Previous thread, connected but not directly related
http://www.rootschat.com/forum/index.php?topic=690405.0Note that you will not get a marriage certificate for John Rigby and Janet McLeod as they were married before the introduction of statutory civil registration in 1855. The best you can hope for is a listing in the parish register.
Just to get this straight in my mind. You have the marriage and death records of John McLeod Rigby, who was born about 1810/11. Do you have his baptism record? I presume that you have him in the 1841, 1851 and 1861 census?
You are now looking for his parents, John Rigby and Janet McLeod. Why do you think they might have been married after John McLeod Rigby was born?

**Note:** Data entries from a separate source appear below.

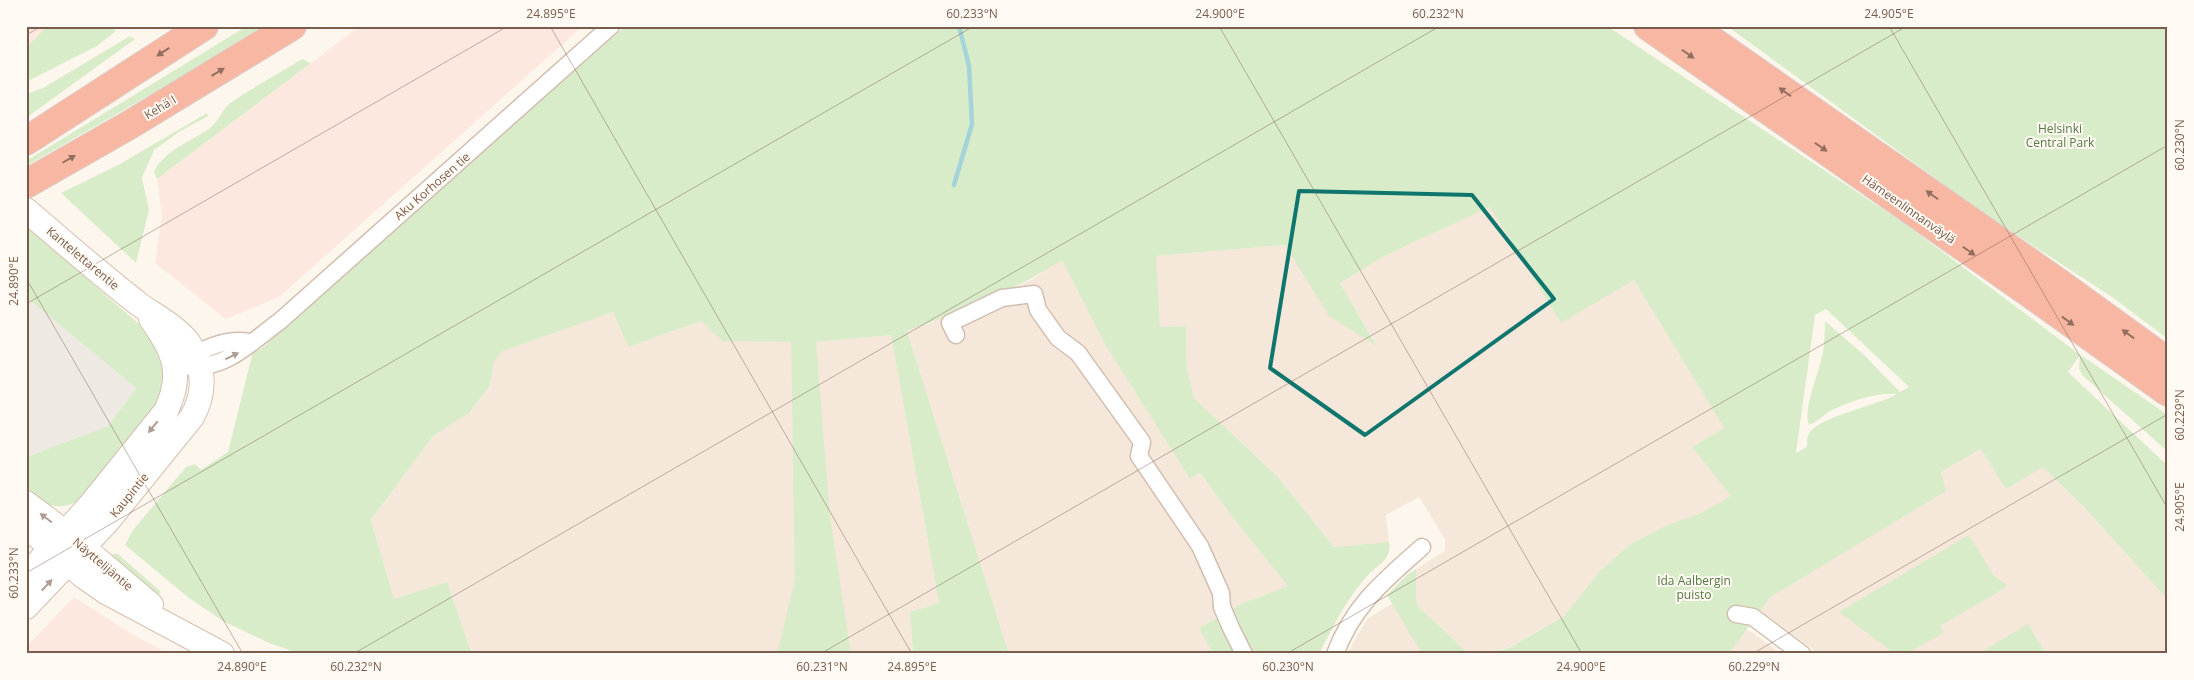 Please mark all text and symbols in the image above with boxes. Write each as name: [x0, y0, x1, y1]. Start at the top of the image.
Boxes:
text: 24.895°E: [526, 5, 576, 22]
text: 60.233°N: [946, 5, 998, 22]
text: 24.900°E: [1195, 5, 1245, 22]
text: 60.232°N: [1412, 5, 1464, 22]
text: 24.905°E: [1864, 5, 1914, 22]
one-way arrow: [157, 48, 170, 57]
one-way arrow: [1681, 49, 1695, 59]
one-way arrow: [212, 67, 225, 76]
one-way arrow: [1778, 87, 1791, 97]
street label: Kehä I: [141, 91, 179, 123]
text: 60.230°N: [2171, 119, 2188, 171]
park label: Helsinki Central Park: [2026, 120, 2095, 151]
one-way arrow: [1814, 142, 1828, 152]
street label: Aku Korhosen tie: [390, 148, 474, 224]
one-way arrow: [62, 155, 75, 164]
street label: Hämeenlinnanväylä: [1859, 170, 1959, 248]
one-way arrow: [1925, 190, 1939, 200]
street label: Kantelettarentie: [43, 222, 123, 294]
one-way arrow: [1962, 246, 1975, 256]
text: 24.890°E: [5, 256, 22, 306]
one-way arrow: [2061, 315, 2074, 326]
one-way arrow: [2122, 328, 2135, 339]
one-way arrow: [225, 352, 239, 360]
text: 60.229°N: [2171, 389, 2188, 441]
one-way arrow: [147, 420, 158, 433]
street label: Kaupintie: [106, 469, 152, 521]
text: 24.905°E: [2171, 482, 2188, 532]
one-way arrow: [40, 512, 53, 523]
street label: Näyttelijäntie: [69, 534, 137, 595]
text: 60.233°N: [5, 547, 22, 599]
park label: Ida Aalbergin puisto: [1657, 572, 1731, 603]
one-way arrow: [41, 579, 53, 591]
text: 24.890°E: [217, 658, 267, 675]
text: 60.232°N: [330, 658, 382, 675]
text: 60.231°N: [796, 658, 848, 675]
text: 24.895°E: [887, 658, 937, 675]
text: 60.230°N: [1262, 658, 1314, 675]
text: 24.900°E: [1556, 658, 1606, 675]
text: 60.229°N: [1728, 658, 1780, 675]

Have you checked Scotland's People including the Roman Catholic marriages? Have you checked the International Genealogical Index at
www.familysearch.org?If they are not there then the possibilities are
- that the marriage was never recorded, or, if it was, the record has not survived. This is the most likely explanation.
- that they were married somewhere other than Scotland, if John was serving in the Army at the time.
- that the record, if it exists, is in the registers of one of the dissenting churches or of the Episcopal Church of Scotland. In which case, you are looking for a needle in a bale of straw rather than in a haystack. Some of the surviving registers of the dissenting churches are in the National Archives of Scotland, but there are very few going back as early as that. (The Free Church isn't an option as it did not come into existence until 1843.) The surviving Episcopal registers are still with the churches or diocesan archives so unless you know where they were married you will struggle to find any record.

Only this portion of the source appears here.